聚焦金融技术的公司SBT Venture Capital合伙人马特奥•里兹(Matteo Rizzi)表示，投资者应回避的一个领域是希望借助比特币(Bitcoin)等另类数字货币所引发的热潮谋利的新型初创企业。
“This is potentially a very risky investment because the return could be very big, or you could lose all of your money,” he says. “It has such explosive potential because regulation could hit this sector very hard and kill it before it gets going.”
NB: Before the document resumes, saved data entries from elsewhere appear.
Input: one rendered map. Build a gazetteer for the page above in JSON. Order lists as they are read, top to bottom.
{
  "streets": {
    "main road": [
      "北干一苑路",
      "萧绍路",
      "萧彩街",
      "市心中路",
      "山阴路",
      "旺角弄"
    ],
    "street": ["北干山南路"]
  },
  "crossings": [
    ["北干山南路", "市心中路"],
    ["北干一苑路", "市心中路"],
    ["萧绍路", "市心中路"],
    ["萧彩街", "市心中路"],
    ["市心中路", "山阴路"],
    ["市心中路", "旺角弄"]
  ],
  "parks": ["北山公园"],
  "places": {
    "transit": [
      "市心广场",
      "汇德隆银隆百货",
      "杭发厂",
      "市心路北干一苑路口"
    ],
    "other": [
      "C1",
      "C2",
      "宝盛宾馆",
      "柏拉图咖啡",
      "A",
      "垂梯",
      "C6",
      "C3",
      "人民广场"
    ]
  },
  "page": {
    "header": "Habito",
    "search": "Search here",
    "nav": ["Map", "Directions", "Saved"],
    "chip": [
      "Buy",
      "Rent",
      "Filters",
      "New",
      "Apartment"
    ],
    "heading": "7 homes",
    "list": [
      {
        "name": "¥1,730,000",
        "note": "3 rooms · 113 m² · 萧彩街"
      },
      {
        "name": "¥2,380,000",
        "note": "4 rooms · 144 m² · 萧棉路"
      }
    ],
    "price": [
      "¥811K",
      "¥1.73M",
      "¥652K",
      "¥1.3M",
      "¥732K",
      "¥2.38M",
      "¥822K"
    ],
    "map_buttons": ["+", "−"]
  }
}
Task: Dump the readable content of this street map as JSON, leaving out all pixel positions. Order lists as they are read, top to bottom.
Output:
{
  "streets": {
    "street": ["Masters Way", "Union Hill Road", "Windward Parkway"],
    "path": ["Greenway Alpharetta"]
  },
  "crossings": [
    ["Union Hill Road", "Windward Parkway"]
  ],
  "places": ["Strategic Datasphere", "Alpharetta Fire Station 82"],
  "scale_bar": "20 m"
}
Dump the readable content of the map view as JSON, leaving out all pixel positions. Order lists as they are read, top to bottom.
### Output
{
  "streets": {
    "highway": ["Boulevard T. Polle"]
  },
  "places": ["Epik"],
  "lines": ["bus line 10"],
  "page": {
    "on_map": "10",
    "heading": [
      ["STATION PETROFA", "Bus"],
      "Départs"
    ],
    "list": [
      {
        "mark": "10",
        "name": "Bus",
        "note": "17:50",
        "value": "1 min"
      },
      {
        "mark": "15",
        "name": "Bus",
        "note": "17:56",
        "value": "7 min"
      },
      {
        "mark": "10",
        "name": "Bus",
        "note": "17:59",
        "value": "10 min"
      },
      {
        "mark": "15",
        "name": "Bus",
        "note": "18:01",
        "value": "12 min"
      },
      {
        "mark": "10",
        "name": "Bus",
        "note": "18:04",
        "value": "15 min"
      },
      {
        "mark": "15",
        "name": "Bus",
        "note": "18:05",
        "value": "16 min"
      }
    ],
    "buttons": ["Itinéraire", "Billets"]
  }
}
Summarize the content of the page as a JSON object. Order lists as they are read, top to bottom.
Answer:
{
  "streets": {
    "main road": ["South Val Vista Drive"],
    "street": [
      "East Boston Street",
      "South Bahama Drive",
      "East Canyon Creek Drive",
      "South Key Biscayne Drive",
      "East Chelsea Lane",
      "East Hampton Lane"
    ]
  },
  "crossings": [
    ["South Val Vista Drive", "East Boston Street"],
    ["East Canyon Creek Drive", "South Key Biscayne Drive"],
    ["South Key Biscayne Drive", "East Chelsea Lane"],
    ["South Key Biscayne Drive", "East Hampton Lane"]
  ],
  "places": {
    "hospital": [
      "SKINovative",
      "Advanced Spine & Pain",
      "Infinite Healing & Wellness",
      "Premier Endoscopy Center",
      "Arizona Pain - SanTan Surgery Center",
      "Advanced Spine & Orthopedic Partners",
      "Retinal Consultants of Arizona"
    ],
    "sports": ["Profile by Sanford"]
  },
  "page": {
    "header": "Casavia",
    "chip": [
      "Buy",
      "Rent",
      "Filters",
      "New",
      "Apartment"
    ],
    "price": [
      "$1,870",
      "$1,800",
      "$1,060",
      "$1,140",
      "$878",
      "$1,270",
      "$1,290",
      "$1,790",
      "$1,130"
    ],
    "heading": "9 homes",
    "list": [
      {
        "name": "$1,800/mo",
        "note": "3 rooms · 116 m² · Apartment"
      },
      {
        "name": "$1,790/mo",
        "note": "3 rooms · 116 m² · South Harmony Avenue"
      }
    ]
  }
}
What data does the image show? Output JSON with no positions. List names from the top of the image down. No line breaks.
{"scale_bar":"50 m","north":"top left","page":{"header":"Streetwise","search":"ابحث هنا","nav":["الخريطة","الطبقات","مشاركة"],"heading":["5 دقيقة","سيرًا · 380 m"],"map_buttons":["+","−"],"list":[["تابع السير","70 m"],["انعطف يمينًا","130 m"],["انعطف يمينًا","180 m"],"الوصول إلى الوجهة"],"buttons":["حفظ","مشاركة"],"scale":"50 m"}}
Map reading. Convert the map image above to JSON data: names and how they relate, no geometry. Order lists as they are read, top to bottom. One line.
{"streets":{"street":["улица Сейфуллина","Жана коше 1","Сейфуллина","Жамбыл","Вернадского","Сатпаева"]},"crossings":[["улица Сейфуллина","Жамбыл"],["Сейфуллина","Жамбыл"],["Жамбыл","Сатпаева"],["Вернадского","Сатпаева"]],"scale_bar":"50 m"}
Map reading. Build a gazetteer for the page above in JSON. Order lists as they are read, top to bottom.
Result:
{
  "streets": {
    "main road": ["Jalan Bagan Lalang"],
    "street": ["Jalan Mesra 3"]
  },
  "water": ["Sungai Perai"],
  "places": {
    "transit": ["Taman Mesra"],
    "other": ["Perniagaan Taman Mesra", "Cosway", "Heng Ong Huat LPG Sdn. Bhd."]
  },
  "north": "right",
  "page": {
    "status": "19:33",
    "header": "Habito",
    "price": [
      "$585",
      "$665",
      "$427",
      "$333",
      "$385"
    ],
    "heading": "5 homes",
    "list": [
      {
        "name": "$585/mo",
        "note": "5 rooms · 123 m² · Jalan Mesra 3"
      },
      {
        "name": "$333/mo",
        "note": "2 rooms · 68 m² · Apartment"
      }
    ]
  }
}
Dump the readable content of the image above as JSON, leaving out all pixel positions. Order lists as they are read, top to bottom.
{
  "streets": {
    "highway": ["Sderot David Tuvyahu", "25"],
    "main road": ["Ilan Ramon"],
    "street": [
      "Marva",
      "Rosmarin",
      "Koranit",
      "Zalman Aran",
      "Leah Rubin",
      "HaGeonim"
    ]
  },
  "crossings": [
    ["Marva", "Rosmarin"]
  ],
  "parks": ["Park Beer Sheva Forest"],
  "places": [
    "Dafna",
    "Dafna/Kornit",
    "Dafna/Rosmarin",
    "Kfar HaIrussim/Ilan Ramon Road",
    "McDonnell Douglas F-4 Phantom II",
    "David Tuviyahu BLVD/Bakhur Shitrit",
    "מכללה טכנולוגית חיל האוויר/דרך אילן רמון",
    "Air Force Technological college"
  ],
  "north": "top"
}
Rising investor confidence in early-stage technology and digital businesses has been helped by the development of vibrant start-up hubs beyond the US.
A cluster of businesses focusing on online marketing and data analytics has sprung up in Berlin, while London is home to a growing number of financial tech start-ups. Large entrepreneurial communities have similarly sprouted in Tel Aviv and pockets of eastern Europe and South America.
Mr Nagel says: “In the past most start-ups were in Silicon Valley or New York and you had to spend millions just to start developing. Now we see businesses popping up everywhere as you can develop and test an app overnight with little money.”
As a result, Earlybird recently launched a fund focused on early-stage businesses in Turkey, central and eastern Europe. It raised $110m from entrepreneurs, family offices and institutional investors including the European Bank for Reconstruction and Development and the International Finance Corporation.
因此，Earlybird最近推出了一只基金，关注土耳其、中欧和东欧的初创企业。这只基金从企业家、家族理财室和机构投资者那里筹资1.10亿美元，这些机构投资者包括欧洲复兴开发银行(European Bank for Reconstruction and Development)和国际金融公司(International Finance Corporation)。
Family offices founded by successful business people who made their fortunes decades ago have been among the first to realise that an exciting new generation of entrepreneurs has emerged, according to Mr Nagel. “This new breed of entrepreneur does not copy existing US business models, but creates something unique that can be expanded internationally,” he says.
Mr Guidotti agrees, pointing out that many family offices are particularly keen to invest in sectors they already have some experience of. Families with a background in the motor industry, for example, prefer to invest in start-ups in related technology, such as car-sharing or tracking devices.
“They see the opportunity in something they can control and understand better than a hedge-fund product, which has not necessarily brought the results they expected,” Mr Guidotti says.
Although investors are regaining confidence in the tech start-up scene, it is not fool proof. There is resounding consensus that roughly 15 to 20 per cent of even the most carefully selected businesses will fail.
To keep business failures – and investor discontent – to a minimum, venture capitalists and groups such as U-Start seek recommendations from accelerators such as Berlin’s Startupbootcamp and academic incubators that provide facilities, office space and mentoring advice to early-stage entrepreneurs.
Earlybird’s Mr Nadel adds that the main reason a business tends to fail is down to problems with the team dynamic.
He says: “We have declined opportunities where the idea was great but the team was so-so. The team needs to be really willing to create something, not give up first time a cheque from Google comes around. This is not about quick money – if you sell the company or bring it public, the team should stay.”